Key Stats
- Current price: ~$138 (May 18, 2026)
- Q1 2026 total revenue: RMB 32.1B, down 1% YoY
- Q1 2026 Baidu General Business revenue: RMB 26.0B, up 2% YoY
- Q1 2026 non-GAAP EPS (diluted, per ADS): RMB 12.06, down 35% YoY
- Q1 2026 non-GAAP operating income (Baidu General Business): RMB 4.0B, up 39% QoQ
- TIKR model price target: $146
- Implied upside: ~6%
Baidu Stock Returns to Growth as AI Cloud Surges 79% in Q1 2026

Baidu stock (BIDU) posted Q1 2026 revenue of RMB 32.1B, down 1% YoY but ahead of street estimates, alongside non-GAAP diluted EPS of RMB 12.06.
The headline story was AI Cloud Infra, where revenue grew 79% YoY in Q1, with GPU Cloud accelerating to 184% YoY growth after posting 143% last quarter, according to CEO Robin Li on the Q1 2026 earnings call.
For the first time, Baidu’s core AI-powered business exceeded half of Baidu General Business revenue, reaching 52% of the mix with RMB 13.6B in revenue, up 49% YoY, according to Li on the call.
Total AI Cloud revenue, combining AI Cloud Infra and AI applications, reached RMB 11.3B in Q1, according to CFO Henry He on the call.
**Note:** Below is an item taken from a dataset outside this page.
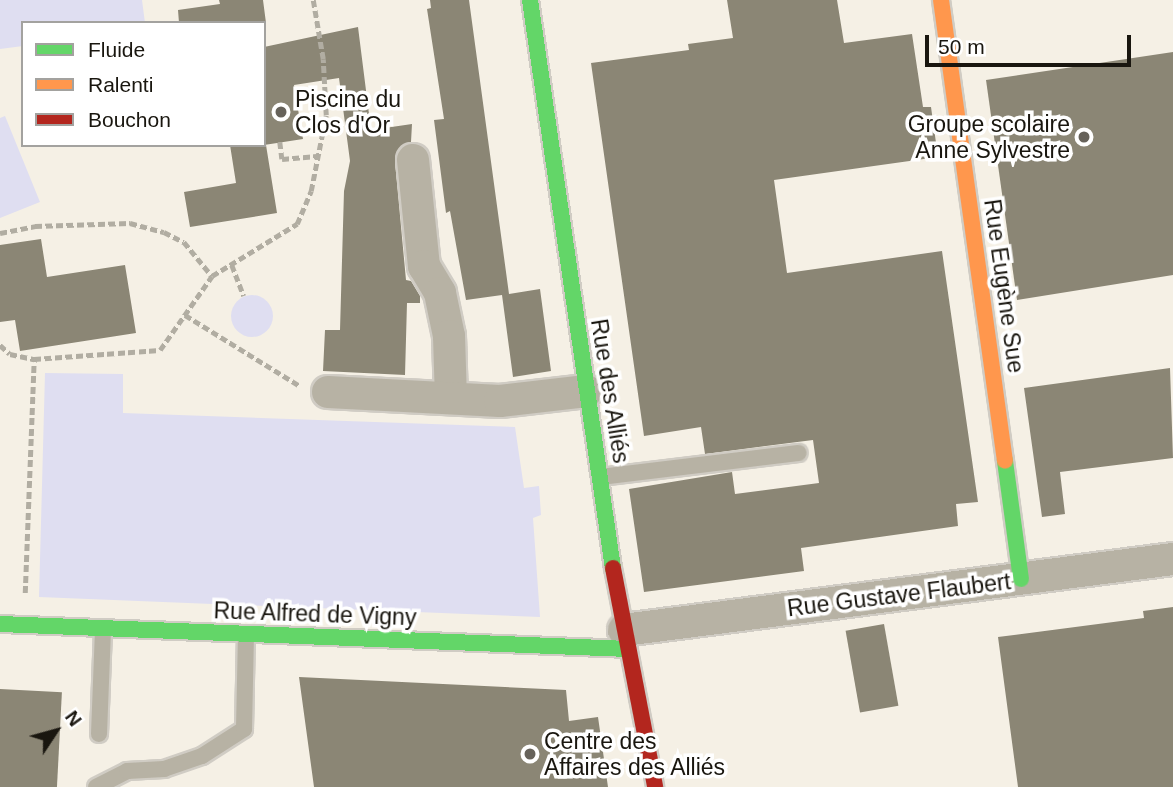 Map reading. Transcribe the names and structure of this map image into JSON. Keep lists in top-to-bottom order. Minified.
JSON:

Non-GAAP operating income for Baidu General Business was RMB 4.0B in Q1, up 39% QoQ, with non-GAAP operating margin at 12%, according to He on the call.
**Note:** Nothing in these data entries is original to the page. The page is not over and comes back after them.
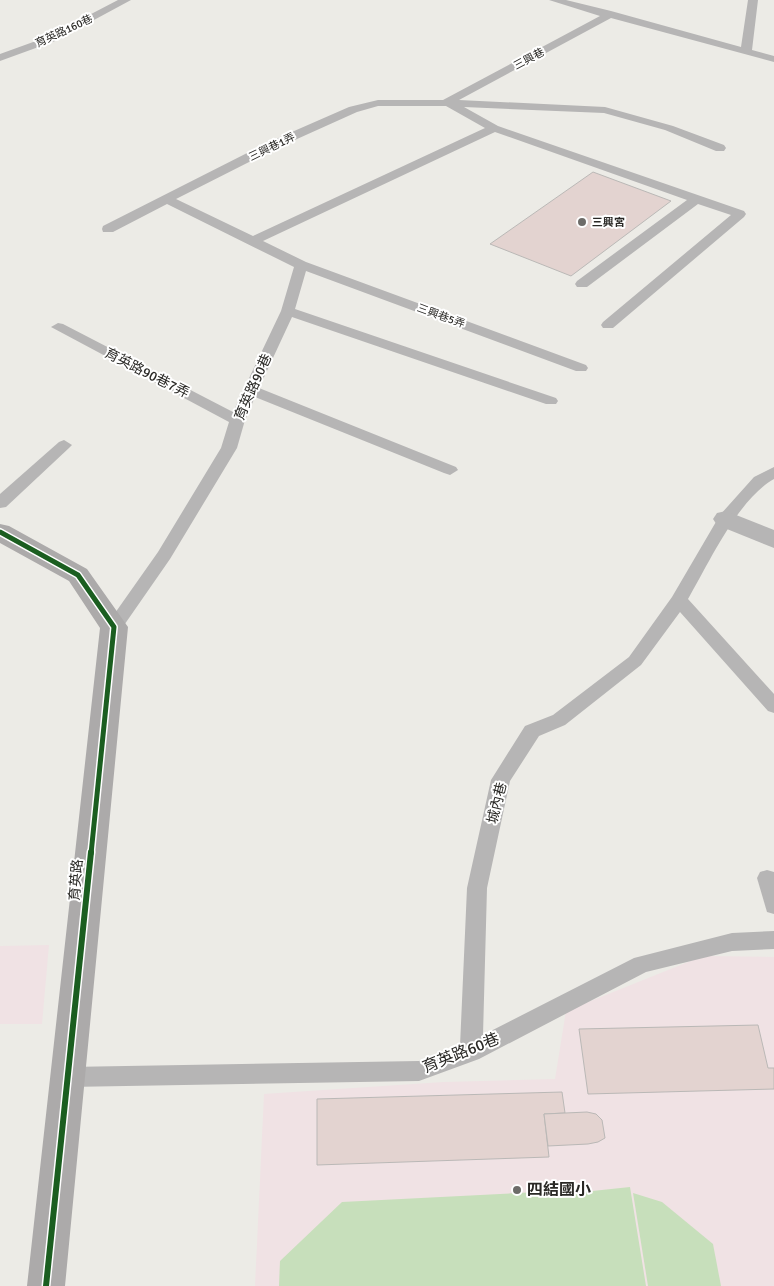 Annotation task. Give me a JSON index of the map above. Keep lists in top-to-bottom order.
{
  "streets": {
    "street": ["育英路"],
    "lane": [
      "育英路160巷",
      "三興巷",
      "三興巷1弄",
      "三興巷5弄",
      "育英路90巷7弄",
      "育英路90巷",
      "城內巷",
      "育英路60巷"
    ]
  },
  "crossings": [
    ["三興巷", "三興巷1弄"],
    ["三興巷5弄", "育英路90巷"],
    ["育英路90巷7弄", "育英路90巷"],
    ["育英路90巷", "育英路"],
    ["城內巷", "育英路60巷"],
    ["育英路", "育英路60巷"]
  ],
  "places": ["三興宮", "四結國小"]
} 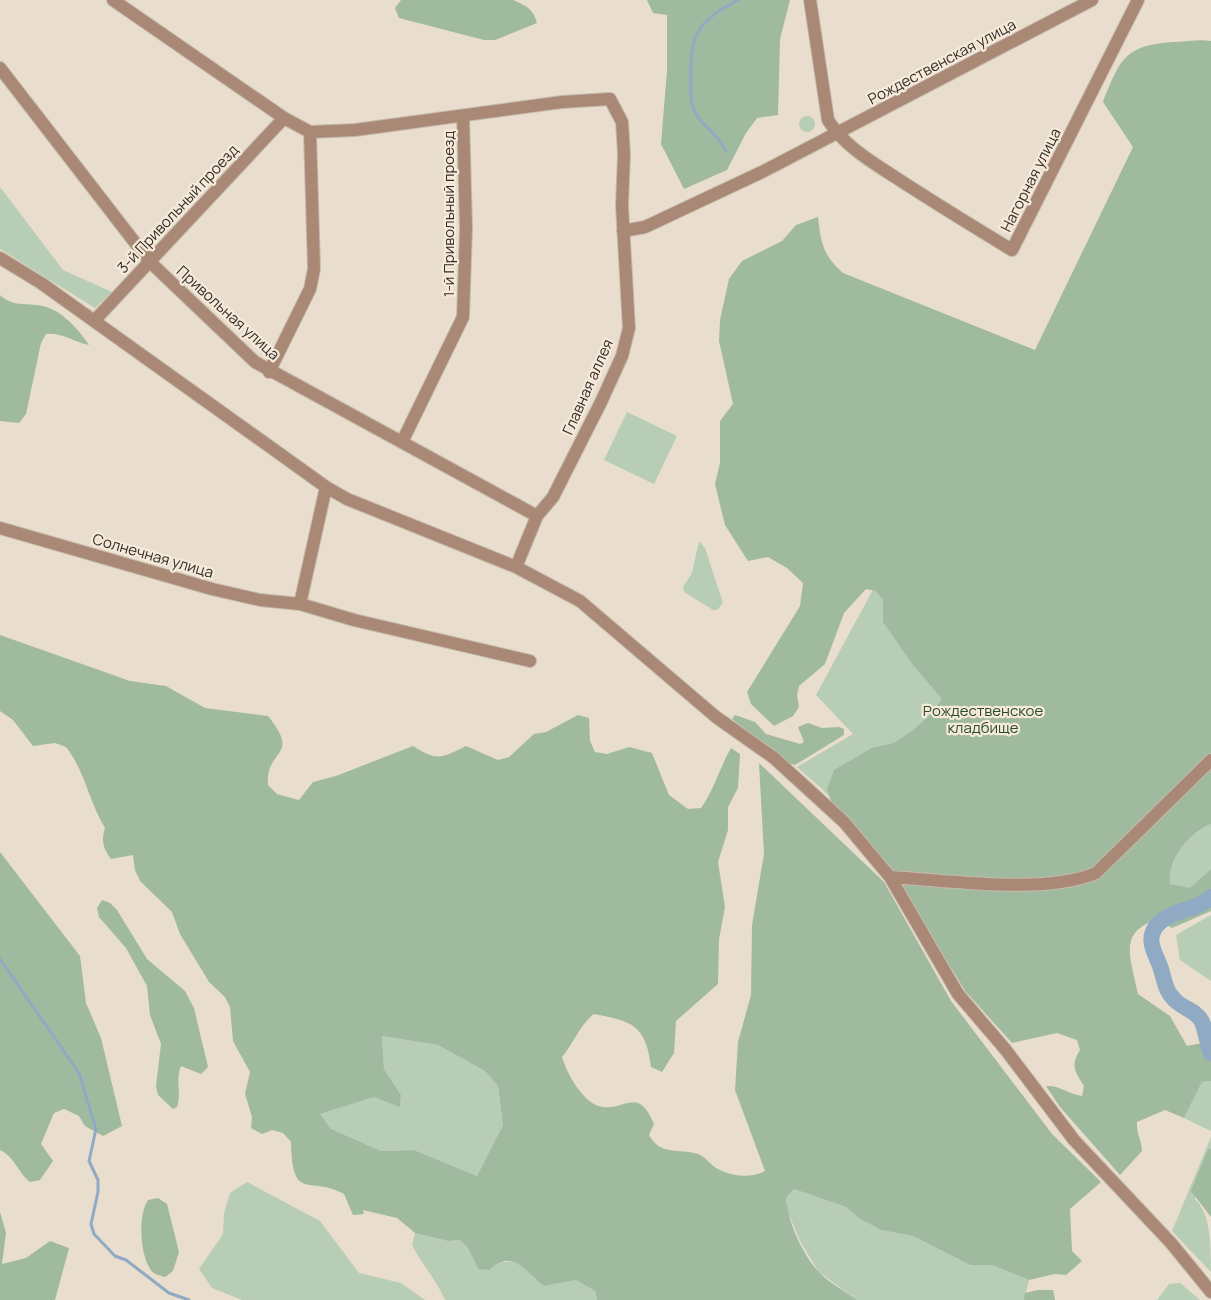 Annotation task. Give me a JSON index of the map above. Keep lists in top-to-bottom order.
{
  "streets": {
    "street": [
      "Рождественская улица",
      "Нагорная улица",
      "3-й Привольный проезд",
      "1-й Привольный проезд",
      "Привольная улица",
      "Главная аллея",
      "Солнечная улица"
    ]
  },
  "crossings": [
    ["Рождественская улица", "Нагорная улица"],
    ["Рождественская улица", "Главная аллея"],
    ["3-й Привольный проезд", "Привольная улица"],
    ["1-й Привольный проезд", "Привольная улица"],
    ["1-й Привольный проезд", "Главная аллея"],
    ["Привольная улица", "Главная аллея"]
  ],
  "parks": ["Рождественское кладбище"]
}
Operating cash flow came in at RMB 2.7B, the third consecutive quarter of positive cash flow since turning positive in Q3 2025, according to He.
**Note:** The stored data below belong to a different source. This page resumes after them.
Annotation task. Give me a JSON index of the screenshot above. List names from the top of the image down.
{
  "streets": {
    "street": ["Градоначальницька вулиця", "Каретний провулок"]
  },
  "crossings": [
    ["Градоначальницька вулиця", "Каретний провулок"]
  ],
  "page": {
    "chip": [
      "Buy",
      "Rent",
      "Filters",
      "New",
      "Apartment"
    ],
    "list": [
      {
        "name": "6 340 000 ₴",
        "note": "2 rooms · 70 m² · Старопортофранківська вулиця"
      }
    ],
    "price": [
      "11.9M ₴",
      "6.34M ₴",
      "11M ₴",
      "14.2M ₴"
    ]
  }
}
Apollo Go delivered 3.2 million fully driverless rides in Q1, sustaining triple-digit YoY growth in total rides, according to Li.
Apollo Go has now surpassed 22 million cumulative rides as of April, according to Li, and has achieved unit economics break-even in its largest domestic operational city.
International expansion for Apollo Go progressed materially in Q1, with open-road testing on track in Switzerland, vehicles arriving in London for testing with Uber and Lyft, and fully driverless operations running across multiple zones in Dubai, according to Li.
On the model front, Baidu launched ERNIE 5.1 in Q1, which ranked first among Chinese models on the LMArena Text leaderboard and fourth globally on the LMArena Search leaderboard, according to Li.
Miaoda, Baidu’s vibe coding platform, saw monthly active users grow ~70% QoQ in March, with the domestic paying user rate reaching approximately 3x its level at the end of 2025, according to Li.
Daily average token consumption from external customers on the Tianfan MoS platform grew to nearly 7x its level a year ago in March, according to Li on the call.
Baidu’s total cash and investments stood at RMB 279.3B as of March 31, 2026, according to He.
Baidu Stock Carries 6% Implied Upside as AI Mix Hits 52% for First Time
The income statement shows a partial recovery in operating margin after a period of sustained compression, though gross margin continued to narrow in Q1.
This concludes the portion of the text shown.